I wanted an image that captured the dark-haired 17-year-old girl who was too traumatized by being forced to surrender me, the fair-haired newborn she was afraid to hold before having to say goodbye.
I like traditional tattoos. Think Sailor Jerry: anchors, swallows, stars, roses, words in banners, they’re right up my old-fashioned alley. But I like them with a modern twist: thinner lines, bolder colors. I slather myself in sunscreen every day so I don’t develop the forearms of a geriatric ex-Marine with blurry green blobs that once depicted an angry eagle, clutching a globe and an anchor, screaming USMC Semper Fi. No thanks. My tattoos are unique to me, not flash art picked off the wall, not a picture I brought in saying I want this. They are concepts that began with me, my emotions, and my experiences, and after what feels almost like a therapy session with my tattooer, started to take shape as an expressive work of art.

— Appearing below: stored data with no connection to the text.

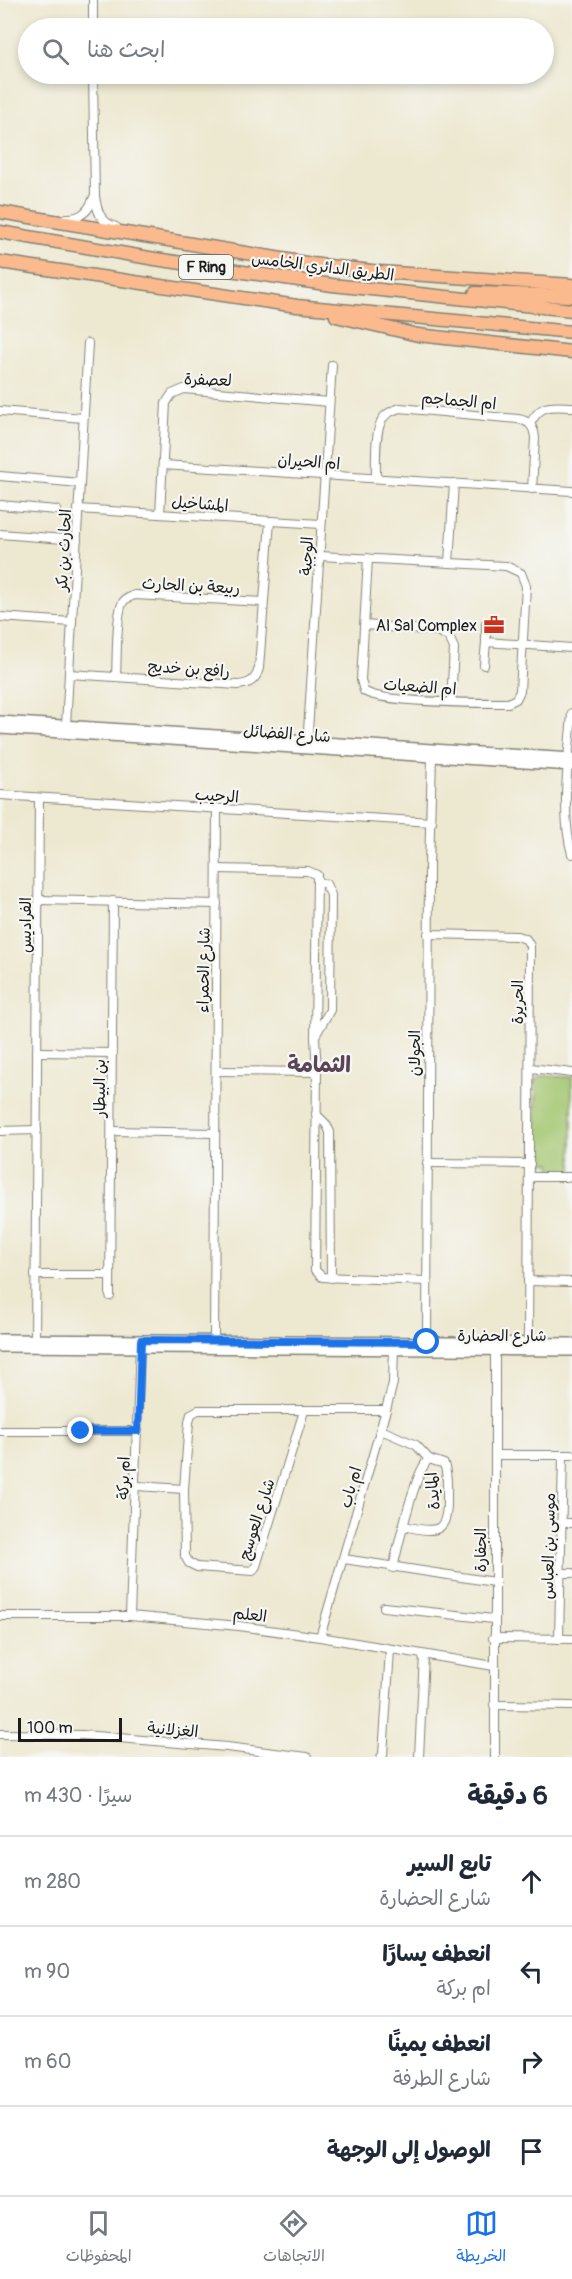 <!DOCTYPE html>
<html lang="ar">
<head>
<meta charset="utf-8">
<style>
	:root { --surface:#fff; --page:#f6f6f7; --text:#1f2937; --muted:#747a83; --line:#e0e1e3; --accent:#1a73e8 }
	body { margin:0; font-family:Pangolin,"Playpen Sans Arabic",sans-serif; background:var(--page); color:var(--text); direction:rtl }
	.scale { position:absolute; left:18px; bottom:15px; width:104px; box-sizing:border-box; padding-left:6px; border:3px solid #1c1c1c; border-top:0; font-size:16px; line-height:21px; white-space:nowrap; color:#1c1c1c; -webkit-text-stroke:4px #f6f6f2; paint-order:stroke }
	.stop { position:absolute; width:18px; height:18px; margin:-14px; border:4px solid #1a73e8; border-radius:50%; background:#fff }
	.stop.end { background:#1a73e8; border-color:#fff; box-shadow:0 2px 6px #0008 }
	.list { margin:0; padding:0; list-style:none }
	h2 { display:flex; justify-content:space-between; align-items:center; height:78px; margin:0; padding:0 24px; font-size:26px }
	h2 small { font-size:20px; font-weight:400; color:var(--muted) }
	.list li { display:grid; grid-template-columns:39px 1fr auto; gap:18px; align-items:center; box-sizing:border-box; height:90px; padding:0 24px; border-top:2px solid var(--line) }
	.list b { display:block; font-size:22px; white-space:nowrap }
	.list p { margin:0; font-size:20px; white-space:nowrap; color:var(--muted) }
	.list em { font-size:20px; font-style:normal; color:var(--muted) }
	.icon { flex:none; width:33px; height:33px; fill:none; stroke:currentColor; stroke-width:2; stroke-linecap:round; stroke-linejoin:round }
	.map { position:relative; flex:none; width:572px; height:1757px; overflow:hidden; direction:ltr }
	.search { position:absolute; background:var(--surface); box-shadow:0 3px 9px #0003; left:18px; right:18px; top:18px; height:66px; display:flex; align-items:center; gap:15px; box-sizing:border-box; padding:0 21px; border-radius:33px; color:var(--muted); font-size:22px }
	.sheet { height:438px; background:var(--surface) }
	nav { display:flex; justify-content:space-around; align-items:center; box-sizing:border-box; height:84px; border-top:2px solid var(--line); background:var(--surface); font-size:16px; color:var(--muted) }
	nav a { display:grid; justify-items:center; gap:3px }
	nav .on { color:var(--accent) }
	.map>svg:first-child { display:block }
	.grass { fill:#a3c670; stroke:#607146; stroke-width:1.5 }
	.lines { fill:none; stroke-linecap:round; stroke-linejoin:round }
	.minor-casing { stroke:#848276; stroke-width:10 }
	.tertiary-casing { stroke:#848276; stroke-width:12 }
	.trunk-casing { stroke:#848276; stroke-width:15 }
	.minor { stroke:#fff; stroke-width:8 }
	.tertiary { stroke:#fff; stroke-width:9 }
	.trunk { stroke:#fbba8d; stroke-width:12 }
	.route { stroke:#1a73e8; stroke-width:8 }
	.labels { text-anchor:middle; stroke-width:4.5; stroke-linejoin:round; paint-order:stroke }
	.shield { fill:#f6f6f2; stroke:#5d5d5c; stroke-width:1.5 }
	.shield-label { font-size:15px; font-weight:bold; fill:#1c1c1c }
	.street-label { font-size:16px; fill:#1c1c1c; stroke:#f6f6f2 }
	.poi-label { font-size:16px; fill:#1c1c1c; stroke:#f6f6f2; text-anchor:end }
	.district-label { font-size:22px; font-weight:bold; fill:#5a4457; stroke:#f6f6f2 }
</style>
</head>
<body>
<div class="map">
<svg width="572" height="1757" viewBox="0 0 572 1757">
	<rect width="100%" height="100%" fill="#f6f6f2"/>
	<filter id="ink" filterUnits="userSpaceOnUse"><feTurbulence type="fractalNoise" baseFrequency=".0167" numOctaves="2"/><feDisplacementMap in="SourceGraphic" scale="12" xChannelSelector="R" yChannelSelector="G"/><feConvolveMatrix kernelMatrix="1 2 1 2 8 2 1 2 1" color-interpolation-filters="sRGB"/></filter>
	<filter id="wash" filterUnits="userSpaceOnUse"><feTurbulence type="fractalNoise" baseFrequency=".008" numOctaves="4" result="noise"/><feDisplacementMap in="SourceGraphic" scale="24" xChannelSelector="R" yChannelSelector="G"/><feGaussianBlur stdDeviation="1.35" result="paint"/><feColorMatrix in="noise" values="0 0 0 0 0 0 0 0 0 0 0 0 0 0 0 0 0 1.4 0 .05"/><feComposite in="paint" operator="in"/></filter>
	<g filter="url(#wash)">
		<rect width="100%" height="100%" fill="#ede8d0"/>
		<polygon class="grass" points="540,1076 572,1077 572,1173 552,1173 551,1163 535,1162 536,1080"/>
	</g>
	<g filter="url(#ink)">
		<g class="lines">
			<g class="minor-casing">
				<g id="minor">
					<polyline points="93,28 93,0"/>
					<path d="M93,74L95,196C97,211 100,222 116,227"/>
					<path d="M66,218C81,219 89,211 94,197"/>
					<polyline points="0,411 83,418"/>
					<path d="M530,424C541,403 551,406 572,407"/>
					<polyline points="163,465 572,491"/>
					<polyline points="0,476 80,483"/>
					<path d="M376,478C376,463 374,428 384,417C388,412 394,410 400,408L518,419C530,421 534,427 535,438L532,489"/>
					<polyline points="0,505 56,510"/>
					<polyline points="78,509 321,524"/>
					<polyline points="160,514 166,403 172,394 184,389 329,402"/>
					<polyline points="0,534 77,540"/>
					<path d="M320,556L506,566L521,573L526,586L520,691L516,699L508,703C483,703 379,703 364,691L361,680L368,558"/>
					<polyline points="449,563 454,483"/>
					<polyline points="0,617 72,622"/>
					<polyline points="365,625 437,631 449,637 454,648 451,702"/>
					<polyline points="486,642 486,623"/>
					<polyline points="484,665 486,642 572,648"/>
					<path d="M69,674L238,685C250,684 256,680 259,668L270,521"/>
					<path d="M116,676C117,661 116,612 123,602C126,598 130,597 135,595L263,602"/>
					<path d="M572,713C569,757 560,812 572,854"/>
					<polyline points="63,729 66,725 88,343"/>
					<polyline points="307,746 332,365"/>
					<polyline points="0,795 432,822"/>
					<polyline points="218,869 308,871 317,875 315,1038 317,1072 315,1270 322,1277 427,1281"/>
					<polyline points="39,900 217,904"/>
					<polyline points="428,934 517,936 526,939 530,946 528,1346"/>
					<polyline points="315,1036 330,1010 331,895 326,884 318,882"/>
					<polyline points="37,1052 113,1053"/>
					<polyline points="531,1068 572,1073"/>
					<polyline points="216,1071 317,1072"/>
					<polyline points="316,1114 326,1124 330,1132 331,1278"/>
					<polyline points="0,1131 37,1130"/>
					<polyline points="112,1131 215,1133"/>
					<polyline points="427,1163 530,1164"/>
					<polyline points="529,1177 572,1177"/>
					<polyline points="35,1275 110,1275"/>
					<polyline points="528,1281 572,1282"/>
					<polyline points="110,1296 113,901"/>
					<polyline points="35,1343 39,798"/>
					<polyline points="214,1344 217,808"/>
					<polyline points="427,1345 429,866 432,757"/>
					<polyline points="495,1347 495,1757"/>
					<polyline points="304,1411 256,1566 253,1571 197,1567 189,1563 185,1556 184,1489 189,1422 191,1414 198,1410 386,1410"/>
					<polyline points="381,1430 416,1445 429,1459"/>
					<polyline points="0,1431 138,1431"/>
					<polyline points="495,1455 572,1455"/>
					<polyline points="137,1486 184,1489"/>
					<polyline points="561,1523 572,1523"/>
					<polyline points="344,1559 494,1582"/>
					<path d="M393,1568C398,1547 415,1470 429,1459L444,1464C448,1474 447,1485 447,1496C448,1533 438,1534 404,1526"/>
					<polyline points="560,1573 572,1573"/>
					<polyline points="384,1607 493,1619"/>
					<polyline points="0,1616 130,1616 239,1626 320,1637 494,1666"/>
					<polyline points="130,1616 140,1345"/>
					<polyline points="320,1637 386,1410 393,1383 394,1347"/>
					<polyline points="493,1638 572,1639"/>
					<polyline points="559,1639 563,1455"/>
					<polyline points="494,1705 572,1706"/>
					<polyline points="0,1734 83,1735 227,1747 307,1757"/>
					<polyline points="381,1757 383,1755 390,1650"/>
					<polyline points="419,1757 424,1655"/>
				</g>
			</g>
			<g class="tertiary-casing">
				<g id="tertiary">
					<polyline points="0,721 572,758"/>
					<polyline points="0,729 572,766"/>
					<polyline points="0,1339 572,1343"/>
					<polyline points="0,1347 572,1351"/>
				</g>
			</g>
			<g class="trunk-casing">
				<g id="trunk">
					<polyline points="0,212 312,264 380,272 572,285"/>
					<polyline points="0,232 155,259 332,285 572,310"/>
					<polyline points="0,262 297,306 572,332"/>
					<polyline points="475,293 572,296"/>
					<polyline points="336,316 418,335 572,352"/>
				</g>
			</g>
			<use href="#minor" class="minor"/>
			<use href="#tertiary" class="tertiary"/>
			<use href="#trunk" class="trunk"/>
		</g>
	</g>
	<g class="lines" filter="url(#ink)">
		<polyline class="route" points="81,1431 138,1431 141,1340 427,1342"/>
	</g>
	<defs>
		<g id="office-bare" transform="scale(1.62)"><path d="M-6-3h4V-5.5h4V-3h4V5H-6ZM-1-4.5V-3h2v-1.5ZM-6 0V1H6V0Z" fill="#c8321e" stroke="#f6f6f2" stroke-width="2.5" paint-order="stroke"/></g>
	</defs>
	<g fill-rule="evenodd">
		<use href="#office-bare" x="494" y="625"/>
	</g>
	<g class="labels">
		<rect class="shield" x="179" y="255" width="54" height="24" rx="4.5"/>
		<g class="shield-label">
			<text x="206" y="272">F Ring</text>
		</g>
		<g class="street-label">
			<text transform="translate(323 266) rotate(7)" y="6">الطريق الدائري الخامس</text>
			<text transform="translate(208 379) rotate(2)" y="6">لعصفرة</text>
			<text transform="translate(459 400) rotate(5)" y="6">ام الجماجم</text>
			<text transform="translate(309 461) rotate(4)" y="6">ام الحيران</text>
			<text transform="translate(200 503) rotate(4)" y="6">المشاخيل</text>
			<text transform="translate(63 550) rotate(-87)" y="6">الحارث بن بكر</text>
			<text transform="translate(306 556) rotate(-87)" y="6">الوجبة</text>
			<text transform="translate(191 585) rotate(3)" y="6">ربيعة بن الحارث</text>
			<text transform="translate(189 668) rotate(4)" y="6">رافع بن خديج</text>
			<text transform="translate(420 686) rotate(4)" y="6">ام الضعيات</text>
			<text transform="translate(287 733) rotate(4)" y="6">شارع الفضائل</text>
			<text transform="translate(217 795) rotate(4)" y="6">الرحيب</text>
			<text transform="translate(25 925) rotate(-90)" y="6">الفراديس</text>
			<text transform="translate(203 970) rotate(-89)" y="6">شارع الحمراء</text>
			<text transform="translate(517 1002) rotate(-90)" y="6">الحريرة</text>
			<text transform="translate(414 1053) rotate(-90)" y="6">الجولان</text>
			<text transform="translate(99 1088) rotate(-90)" y="6">بن البيطار</text>
			<text x="502" y="1341">شارع الحضارة</text>
			<text transform="translate(123 1478) rotate(-88)" y="6">ام بركة</text>
			<text transform="translate(350 1487) rotate(-74)" y="6">ام باب</text>
			<text transform="translate(432 1491) rotate(-95)" y="6">المايدة</text>
			<text transform="translate(256 1519) rotate(-72)" y="6">شارع العوسج</text>
			<text transform="translate(548 1546) rotate(-89)" y="6">موسى بن العباس</text>
			<text transform="translate(480 1550) rotate(-90)" y="6">الجفارة</text>
			<text transform="translate(250 1614) rotate(7)" y="6">العلم</text>
			<text transform="translate(173 1729) rotate(5)" y="6">الغزلانية</text>
		</g>
		<g class="poi-label">
			<text x="477" y="631">Al Sal Complex</text>
		</g>
		<g class="district-label">
			<text x="319" y="1072">الثمامة</text>
		</g>
	</g>
</svg>
<div class="scale">100 m</div>
<div class="stop" style="left:427px;top:1342px"></div>
<div class="stop end" style="left:81px;top:1431px"></div>
<div class="search"><svg class="icon" aria-label="search" viewBox="0 0 24 24"><circle cx="10" cy="10" r="6"/><path d="M15 15l6 6"/></svg>ابحث هنا</div>
</div>
<section class="sheet">
<h2>6 دقيقة<small>سيرًا · 430 m</small></h2>
<ul class="list">
<li><svg class="icon" aria-label="ahead" viewBox="0 0 24 24"><path d="M12 20V5M6 11l6-6 6 6"/></svg><div><b>تابع السير</b><p>شارع الحضارة</p></div><em>280 m</em></li>
<li><svg class="icon" aria-label="left" viewBox="0 0 24 24"><path d="M17 20v-9H6M10 6l-5 5 5 5"/></svg><div><b>انعطف يسارًا</b><p>ام بركة</p></div><em>90 m</em></li>
<li><svg class="icon" aria-label="right" viewBox="0 0 24 24"><path d="M7 20v-9h11M14 6l5 5-5 5"/></svg><div><b>انعطف يمينًا</b><p>شارع الطرفة</p></div><em>60 m</em></li>
<li><svg class="icon" aria-label="arrive" viewBox="0 0 24 24"><path d="M6 21V4h12l-3 4 3 4H6"/></svg><div><b>الوصول إلى الوجهة</b></div></li>
</ul>
</section>
<nav>
<a class="on"><svg class="icon" aria-label="map" viewBox="0 0 24 24"><path d="M3 6l6-2 6 2 6-2v14l-6 2-6-2-6 2zM9 4v14M15 6v14"/></svg>الخريطة</a>
<a><svg class="icon" aria-label="directions" viewBox="0 0 24 24"><path d="M12 3l9 9-9 9-9-9zM9 14v-3h6M13 9l2 2-2 2"/></svg>الاتجاهات</a>
<a><svg class="icon" aria-label="saved" viewBox="0 0 24 24"><path d="M7 4h10v16l-5-4-5 4z"/></svg>المحفوظات</a>
</nav>
</body>
</html>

So, my mom tattoo. I did not want initials, or a heart, or an angel wing. I also didn’t want a mom tattoo that commemorated my birth mother only. I wanted an image that captured the dark-haired 17-year-old girl who was too traumatized by being forced to surrender me, the fair-haired newborn she was afraid to hold before having to say goodbye. I wanted an image that captured my mom, holding me as a six-month-old for the first time. I wanted an image that captured me, having grown into the dark-haired mother, holding her fair-haired baby, and then another, fairer-haired baby. An image that represents what mom means to me: me being the mother of two and a daughter to two. In my mind, I saw the picture of a mother-daughter embrace inside a locket. And, because I love the traditional twist, I saw a heart, and a flower, and a banner with the word mom.
Motherhood is the most meaningful piece of my identity, and I wanted to celebrate it and everyone involved.
That was a lot to ask of my tattooer, Seth Wood, of Oakland’s Temple Tattoo. We talked it through, he sketched it out, we talked it through some more, he adjusted. Are you thinking an anatomical heart, or Hallmark heart? he asked. Oh, Hallmark! Not anatomical, no! And let’s make the flower a Gerber daisy, I said. That was my birth mother’s favorite flower, and it’s mine, too. Let’s not show the baby’s face, because really this baby is three different babies. Let’s close the mama’s eyes, because in my birth mother’s case, it’s just a fantasy. She never actually held me, but I know she wanted to. As I talked, he sketched, and the picture came to life on the paper. Then we talked about how big to make it, where to put it, how to connect it to the tattoos I already had, and we were ready to roll.
We finished it in one session, one that took about four or five hours. It was more painful than I remembered, and as I lay there I remember thinking maybe it was because after experiencing the agony of childbirth it seemed ludicrous to volunteer for anything this painful (and to pay hundreds of dollars to do it) or maybe it was just that a softer, rounder postpartum body might be more sensitive than my pre-baby body. Maybe it was that I was nursing. I don’t know; I just know it was hard.
But I was happy. I loved how it came out. Motherhood is the most meaningful piece of my identity, and I wanted to celebrate it and everyone involved.
Tattoos are still not for everyone, but it seems like they are becoming more and more mainstream, even for the mom generation. Whether you want something big or small, something in a spot everyone will see or something hidden and just for you, a tattoo is a beautiful and permanent reminder of a special time, a special person, or a part of yourself that you want to call out in some way.